BY JAX OLOTU
Given the publicity that has gone ahead and the lineup of people who worked on this project, we approach Lara and the Beat with our breaths held. We expect to be blown away.
Lara Giwa, and her younger sister, Dara, are left stranded upon a financial scandal by their uncle that puts their late parents’ media outfit in crisis. They lose everything, including the roof over their heads. Having been rejected by friends, they are forced to live with Patience, their housekeeper, and her family.
Adjusting to the new kind of life is a struggle for Lara, and she makes some bad choices while trying to cope. Then she meets Sal ‘Mr. Beats’, and together, they find a way to achieve both their musical dreams. Dara also finds a friend in Patience’s daughter, Tonye, who helps her realize her own dreams as well.
This coming of age story captures a moment in time in the lives of sisters who fall from grace to grass and work their way up from it. The storyline is universal, hence relatable. What makes it amazing, or not, is the amount of emotion it is able to elicit from its audience, and in Lara and The Beat, we get very little of this.
It is evident that a lot went into this production, and the movie is pleasant to at, with cinematography and colour grading that gives your mind peace and make up and costume that gets you in your feelings. The sound is great too, and with original music compositions, we get to love Seyi Shay and Vector as the musicians that they are.
But Lara and the Beat is unable to make a home run with its story, with the way it develops, the way it climaxes (or not), and the way it resolves. Unlike New Money, a grass to grace story that dwells on both the grass and the grace, taking its lead character through a complete change, Lara and the Beat gives us quick peeks into their lavish, another into their not-lavish, but doesn’t get its audience to feel anything concrete through this rapid transition. Quickly, it moves us to Sal’s story, then to a studio we know nothing of, to a messiah who sweeps in and saves the day, and to a woman who talks big but doesn’t follow through. We meet characters as quickly as we discard them, and we get to be told a lot of things, rather than be shown.

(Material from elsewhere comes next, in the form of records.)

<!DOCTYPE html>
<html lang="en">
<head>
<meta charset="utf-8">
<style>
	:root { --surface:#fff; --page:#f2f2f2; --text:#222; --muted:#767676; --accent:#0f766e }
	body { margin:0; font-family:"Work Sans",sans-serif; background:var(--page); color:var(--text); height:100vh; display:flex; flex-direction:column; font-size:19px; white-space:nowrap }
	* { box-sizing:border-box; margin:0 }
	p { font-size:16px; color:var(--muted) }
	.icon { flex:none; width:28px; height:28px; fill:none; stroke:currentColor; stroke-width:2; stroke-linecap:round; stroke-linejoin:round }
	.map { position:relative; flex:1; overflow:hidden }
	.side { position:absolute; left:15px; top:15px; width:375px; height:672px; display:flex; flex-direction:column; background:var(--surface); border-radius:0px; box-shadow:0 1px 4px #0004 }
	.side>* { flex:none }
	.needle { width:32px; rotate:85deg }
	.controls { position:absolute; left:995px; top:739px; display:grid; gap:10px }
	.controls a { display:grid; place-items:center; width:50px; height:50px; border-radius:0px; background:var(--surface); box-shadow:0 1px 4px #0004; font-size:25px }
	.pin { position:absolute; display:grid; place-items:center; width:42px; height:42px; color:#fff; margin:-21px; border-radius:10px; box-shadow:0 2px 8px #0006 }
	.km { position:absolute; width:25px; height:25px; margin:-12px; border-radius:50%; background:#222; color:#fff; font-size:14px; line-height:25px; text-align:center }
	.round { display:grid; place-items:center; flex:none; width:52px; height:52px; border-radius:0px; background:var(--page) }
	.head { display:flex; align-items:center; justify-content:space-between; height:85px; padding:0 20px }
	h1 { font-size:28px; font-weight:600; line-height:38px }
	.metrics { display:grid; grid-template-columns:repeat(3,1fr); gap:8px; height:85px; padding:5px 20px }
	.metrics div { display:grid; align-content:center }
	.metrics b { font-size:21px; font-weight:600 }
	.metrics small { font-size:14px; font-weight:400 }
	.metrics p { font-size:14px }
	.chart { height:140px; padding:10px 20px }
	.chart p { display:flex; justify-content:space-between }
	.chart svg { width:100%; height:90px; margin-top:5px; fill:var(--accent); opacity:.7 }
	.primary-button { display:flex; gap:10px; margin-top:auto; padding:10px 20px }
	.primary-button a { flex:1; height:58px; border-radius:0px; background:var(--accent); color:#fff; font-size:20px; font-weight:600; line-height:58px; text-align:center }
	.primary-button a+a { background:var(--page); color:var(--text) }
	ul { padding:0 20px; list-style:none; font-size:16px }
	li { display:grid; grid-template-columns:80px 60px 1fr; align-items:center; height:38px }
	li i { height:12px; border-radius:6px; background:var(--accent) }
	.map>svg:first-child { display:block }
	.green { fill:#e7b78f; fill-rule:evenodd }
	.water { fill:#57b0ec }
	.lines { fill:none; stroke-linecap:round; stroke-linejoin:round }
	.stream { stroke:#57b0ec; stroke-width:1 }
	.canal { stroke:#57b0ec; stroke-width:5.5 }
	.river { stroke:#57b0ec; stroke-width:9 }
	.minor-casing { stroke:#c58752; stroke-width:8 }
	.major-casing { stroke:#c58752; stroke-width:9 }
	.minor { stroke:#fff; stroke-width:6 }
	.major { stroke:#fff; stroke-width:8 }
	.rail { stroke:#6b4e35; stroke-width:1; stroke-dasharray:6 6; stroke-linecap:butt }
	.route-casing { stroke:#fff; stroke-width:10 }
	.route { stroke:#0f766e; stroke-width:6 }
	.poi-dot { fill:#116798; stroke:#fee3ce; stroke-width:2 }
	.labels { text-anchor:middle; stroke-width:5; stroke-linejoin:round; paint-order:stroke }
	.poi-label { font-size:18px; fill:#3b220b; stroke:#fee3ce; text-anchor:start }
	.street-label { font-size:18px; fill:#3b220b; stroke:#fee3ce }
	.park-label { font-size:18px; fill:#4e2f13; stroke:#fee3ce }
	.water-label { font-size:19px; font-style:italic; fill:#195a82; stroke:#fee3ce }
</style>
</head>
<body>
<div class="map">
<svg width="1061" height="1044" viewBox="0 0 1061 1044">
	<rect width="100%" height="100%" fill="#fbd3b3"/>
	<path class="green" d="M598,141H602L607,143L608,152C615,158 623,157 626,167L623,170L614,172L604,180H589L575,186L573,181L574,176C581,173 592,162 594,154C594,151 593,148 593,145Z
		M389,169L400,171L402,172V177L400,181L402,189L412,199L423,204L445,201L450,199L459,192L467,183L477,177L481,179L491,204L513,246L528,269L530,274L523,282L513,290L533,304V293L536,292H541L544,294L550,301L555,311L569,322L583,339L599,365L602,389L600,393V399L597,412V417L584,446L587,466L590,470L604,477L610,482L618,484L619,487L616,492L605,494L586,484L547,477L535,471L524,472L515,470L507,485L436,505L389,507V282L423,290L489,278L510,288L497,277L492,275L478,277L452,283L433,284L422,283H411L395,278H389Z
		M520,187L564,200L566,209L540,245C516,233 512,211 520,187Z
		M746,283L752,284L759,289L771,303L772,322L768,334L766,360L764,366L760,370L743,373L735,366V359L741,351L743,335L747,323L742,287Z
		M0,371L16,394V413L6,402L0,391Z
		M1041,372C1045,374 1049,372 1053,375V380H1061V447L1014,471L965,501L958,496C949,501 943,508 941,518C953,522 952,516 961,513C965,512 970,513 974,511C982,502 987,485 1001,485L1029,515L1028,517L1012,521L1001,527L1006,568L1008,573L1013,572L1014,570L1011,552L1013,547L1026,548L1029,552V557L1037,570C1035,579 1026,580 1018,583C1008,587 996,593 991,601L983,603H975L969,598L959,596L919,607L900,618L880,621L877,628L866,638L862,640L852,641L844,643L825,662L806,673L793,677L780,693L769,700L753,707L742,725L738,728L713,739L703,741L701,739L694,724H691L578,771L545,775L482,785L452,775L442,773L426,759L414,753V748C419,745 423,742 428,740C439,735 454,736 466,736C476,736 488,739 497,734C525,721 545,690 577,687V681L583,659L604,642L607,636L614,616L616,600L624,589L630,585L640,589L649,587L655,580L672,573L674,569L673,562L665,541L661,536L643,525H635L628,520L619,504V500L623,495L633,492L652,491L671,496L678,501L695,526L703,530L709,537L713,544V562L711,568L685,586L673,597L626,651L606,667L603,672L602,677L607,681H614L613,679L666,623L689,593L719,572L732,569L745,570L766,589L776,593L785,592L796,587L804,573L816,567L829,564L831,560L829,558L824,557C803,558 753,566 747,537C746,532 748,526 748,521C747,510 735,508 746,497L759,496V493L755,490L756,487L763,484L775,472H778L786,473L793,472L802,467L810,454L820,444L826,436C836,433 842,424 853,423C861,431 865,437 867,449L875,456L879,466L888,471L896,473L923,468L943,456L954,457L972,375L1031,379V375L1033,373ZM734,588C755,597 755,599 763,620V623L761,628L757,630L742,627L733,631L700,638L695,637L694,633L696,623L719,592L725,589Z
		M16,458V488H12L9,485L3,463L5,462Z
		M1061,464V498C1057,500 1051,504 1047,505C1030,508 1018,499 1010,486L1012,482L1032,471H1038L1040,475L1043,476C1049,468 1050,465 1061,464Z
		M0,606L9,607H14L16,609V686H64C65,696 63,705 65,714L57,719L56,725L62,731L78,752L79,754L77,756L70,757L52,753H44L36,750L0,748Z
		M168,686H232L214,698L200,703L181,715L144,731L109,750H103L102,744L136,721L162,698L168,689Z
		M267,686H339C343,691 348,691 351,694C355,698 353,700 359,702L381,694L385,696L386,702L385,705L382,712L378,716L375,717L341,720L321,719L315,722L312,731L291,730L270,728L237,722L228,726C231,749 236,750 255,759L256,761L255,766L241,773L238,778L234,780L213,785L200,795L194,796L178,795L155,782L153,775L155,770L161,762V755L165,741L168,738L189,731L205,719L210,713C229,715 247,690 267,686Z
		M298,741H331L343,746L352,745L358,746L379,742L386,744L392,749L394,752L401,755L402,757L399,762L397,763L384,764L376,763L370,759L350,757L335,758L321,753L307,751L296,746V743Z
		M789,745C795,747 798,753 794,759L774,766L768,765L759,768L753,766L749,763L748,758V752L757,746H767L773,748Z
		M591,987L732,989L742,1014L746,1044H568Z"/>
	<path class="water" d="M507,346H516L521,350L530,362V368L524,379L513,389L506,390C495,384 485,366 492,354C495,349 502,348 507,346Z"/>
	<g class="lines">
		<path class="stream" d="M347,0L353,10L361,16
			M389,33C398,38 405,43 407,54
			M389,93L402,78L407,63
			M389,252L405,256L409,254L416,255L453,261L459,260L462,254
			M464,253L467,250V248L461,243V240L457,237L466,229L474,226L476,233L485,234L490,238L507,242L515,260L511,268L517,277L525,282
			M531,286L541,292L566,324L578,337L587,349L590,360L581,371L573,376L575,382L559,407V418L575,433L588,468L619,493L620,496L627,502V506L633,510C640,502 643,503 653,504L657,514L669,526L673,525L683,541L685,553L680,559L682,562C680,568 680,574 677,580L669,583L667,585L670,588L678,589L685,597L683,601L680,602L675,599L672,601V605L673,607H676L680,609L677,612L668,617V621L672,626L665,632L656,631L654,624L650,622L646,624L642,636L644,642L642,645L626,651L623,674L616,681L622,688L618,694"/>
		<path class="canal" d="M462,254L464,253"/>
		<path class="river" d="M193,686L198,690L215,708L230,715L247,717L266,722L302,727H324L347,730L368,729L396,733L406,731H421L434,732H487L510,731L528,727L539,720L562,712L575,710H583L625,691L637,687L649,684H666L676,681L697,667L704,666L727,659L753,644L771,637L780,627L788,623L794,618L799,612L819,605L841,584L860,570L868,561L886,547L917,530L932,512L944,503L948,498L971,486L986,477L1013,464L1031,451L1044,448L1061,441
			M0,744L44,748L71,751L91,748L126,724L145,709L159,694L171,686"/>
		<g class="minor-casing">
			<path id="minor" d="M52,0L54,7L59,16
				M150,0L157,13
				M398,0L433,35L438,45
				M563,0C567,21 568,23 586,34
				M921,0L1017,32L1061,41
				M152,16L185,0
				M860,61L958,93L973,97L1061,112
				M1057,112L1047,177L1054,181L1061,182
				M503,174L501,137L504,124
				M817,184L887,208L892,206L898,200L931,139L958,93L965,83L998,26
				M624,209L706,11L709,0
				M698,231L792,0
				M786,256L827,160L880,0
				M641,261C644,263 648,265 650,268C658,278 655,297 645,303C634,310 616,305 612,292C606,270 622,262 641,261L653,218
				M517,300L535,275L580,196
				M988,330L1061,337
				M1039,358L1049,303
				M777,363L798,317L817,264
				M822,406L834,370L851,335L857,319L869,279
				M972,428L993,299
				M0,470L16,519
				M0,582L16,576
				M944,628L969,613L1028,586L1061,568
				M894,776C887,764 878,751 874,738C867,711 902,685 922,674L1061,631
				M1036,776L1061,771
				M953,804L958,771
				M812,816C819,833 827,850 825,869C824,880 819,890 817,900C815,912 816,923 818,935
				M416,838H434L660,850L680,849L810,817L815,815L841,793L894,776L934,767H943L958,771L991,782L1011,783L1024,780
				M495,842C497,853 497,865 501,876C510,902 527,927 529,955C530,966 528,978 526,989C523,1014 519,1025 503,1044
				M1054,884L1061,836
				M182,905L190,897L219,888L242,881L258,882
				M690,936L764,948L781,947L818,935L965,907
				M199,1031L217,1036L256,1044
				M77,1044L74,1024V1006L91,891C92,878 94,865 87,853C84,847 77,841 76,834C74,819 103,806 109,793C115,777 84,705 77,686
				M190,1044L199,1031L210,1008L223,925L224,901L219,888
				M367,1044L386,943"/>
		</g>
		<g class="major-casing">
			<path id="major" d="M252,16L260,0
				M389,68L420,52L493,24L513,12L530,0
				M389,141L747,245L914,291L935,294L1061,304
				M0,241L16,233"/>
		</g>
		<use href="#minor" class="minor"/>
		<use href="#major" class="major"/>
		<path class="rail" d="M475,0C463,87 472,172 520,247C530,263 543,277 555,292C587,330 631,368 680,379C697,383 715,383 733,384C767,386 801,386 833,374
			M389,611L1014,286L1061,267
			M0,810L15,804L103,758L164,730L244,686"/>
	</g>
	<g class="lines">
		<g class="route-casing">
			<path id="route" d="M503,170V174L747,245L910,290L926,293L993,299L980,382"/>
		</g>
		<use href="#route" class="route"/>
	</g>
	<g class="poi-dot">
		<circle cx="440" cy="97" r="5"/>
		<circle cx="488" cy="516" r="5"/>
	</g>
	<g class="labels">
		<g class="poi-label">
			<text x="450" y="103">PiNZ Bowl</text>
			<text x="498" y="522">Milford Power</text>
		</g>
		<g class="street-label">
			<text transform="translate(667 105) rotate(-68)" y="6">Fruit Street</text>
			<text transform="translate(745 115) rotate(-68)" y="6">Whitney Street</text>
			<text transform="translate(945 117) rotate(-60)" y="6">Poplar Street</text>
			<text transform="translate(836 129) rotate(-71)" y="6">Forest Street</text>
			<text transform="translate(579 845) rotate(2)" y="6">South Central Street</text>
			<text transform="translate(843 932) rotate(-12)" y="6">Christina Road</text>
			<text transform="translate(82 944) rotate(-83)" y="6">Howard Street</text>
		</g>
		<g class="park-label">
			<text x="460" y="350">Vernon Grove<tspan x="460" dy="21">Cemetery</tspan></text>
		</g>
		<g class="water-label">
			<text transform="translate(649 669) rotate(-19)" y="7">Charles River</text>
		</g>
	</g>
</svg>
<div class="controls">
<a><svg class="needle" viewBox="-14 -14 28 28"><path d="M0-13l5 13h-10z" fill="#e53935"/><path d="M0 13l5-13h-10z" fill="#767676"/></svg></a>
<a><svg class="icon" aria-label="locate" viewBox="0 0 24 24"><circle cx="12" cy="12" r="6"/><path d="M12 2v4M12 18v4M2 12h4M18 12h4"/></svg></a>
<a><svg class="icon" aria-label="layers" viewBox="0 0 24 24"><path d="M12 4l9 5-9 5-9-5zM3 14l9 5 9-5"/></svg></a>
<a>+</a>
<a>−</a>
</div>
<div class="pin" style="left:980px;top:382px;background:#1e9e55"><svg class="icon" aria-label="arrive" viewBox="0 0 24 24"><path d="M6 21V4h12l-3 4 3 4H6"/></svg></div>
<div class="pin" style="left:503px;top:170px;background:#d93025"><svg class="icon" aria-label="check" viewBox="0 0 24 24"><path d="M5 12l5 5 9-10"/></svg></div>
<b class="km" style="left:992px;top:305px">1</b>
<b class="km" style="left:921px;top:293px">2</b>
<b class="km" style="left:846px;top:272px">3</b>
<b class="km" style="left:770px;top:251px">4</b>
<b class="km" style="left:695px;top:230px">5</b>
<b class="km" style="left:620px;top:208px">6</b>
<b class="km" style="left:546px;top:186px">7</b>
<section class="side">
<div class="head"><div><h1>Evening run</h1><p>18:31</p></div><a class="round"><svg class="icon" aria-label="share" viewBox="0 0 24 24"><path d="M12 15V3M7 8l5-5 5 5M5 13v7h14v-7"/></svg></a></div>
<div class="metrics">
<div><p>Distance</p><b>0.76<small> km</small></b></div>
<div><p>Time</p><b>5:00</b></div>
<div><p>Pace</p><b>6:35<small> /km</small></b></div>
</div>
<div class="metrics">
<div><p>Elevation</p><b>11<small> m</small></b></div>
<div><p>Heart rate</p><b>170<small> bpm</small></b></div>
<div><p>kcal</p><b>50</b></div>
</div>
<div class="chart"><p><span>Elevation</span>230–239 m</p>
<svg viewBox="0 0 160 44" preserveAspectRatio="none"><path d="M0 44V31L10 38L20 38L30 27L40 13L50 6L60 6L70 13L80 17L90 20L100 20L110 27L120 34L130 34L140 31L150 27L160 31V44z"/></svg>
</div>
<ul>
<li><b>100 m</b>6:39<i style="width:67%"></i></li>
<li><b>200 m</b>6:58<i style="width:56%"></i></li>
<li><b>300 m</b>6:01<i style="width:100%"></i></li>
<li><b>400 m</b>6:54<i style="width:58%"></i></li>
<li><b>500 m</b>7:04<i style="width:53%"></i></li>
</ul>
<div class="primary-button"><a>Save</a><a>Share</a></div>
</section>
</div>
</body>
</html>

Lara and the Beat attempts to do too much and consequently doesn’t see one issue through before dabbling into the next. It is hard to tell where the challenge stems from; the writing, the directing, the acting or a combination of all three.
The acting is generally good. Somkele Idhalama and Kemi Lala Akindoju do a great job of their roles as Dara and Tonye. Chioma Akpotha and Bimbo Manuel give their characters life and humour. Uche Jombo really should not have been made to play Fadekemi as she struggles with it, and Wale Ojo is barely felt. The duo of Seyi Shay and Vector, who play lead and the film’s love interests do a fair job. Seyi pulls off spoilt rich kid but doesn’t sell love-struck, either overdoing or underdoing. And Vector, who made a disappointing acting debut in ‘June’ is better here, but still not fantastic. They fall in love too quickly, break up too quickly, reconcile too quickly; more like everything else that happens in this film.
The movie also features Toni Tones, Anee Icha, Chinedu Ikedieze, Deyemi Okanlawon, Ademola Adedoyin, Shaffy Bello, DJ Exclusive, David Jones, Demi Banwo Akah Nnani, Sharon Ooja and Saidi Balogun.
It is produced by Biola Alabi and directed by Tosin Coker.
Given the publicity that had gone ahead and the lineup of people who worked on this project, we approached Lara and the Beat with our breaths held. We expected to be blown away. We weren’t.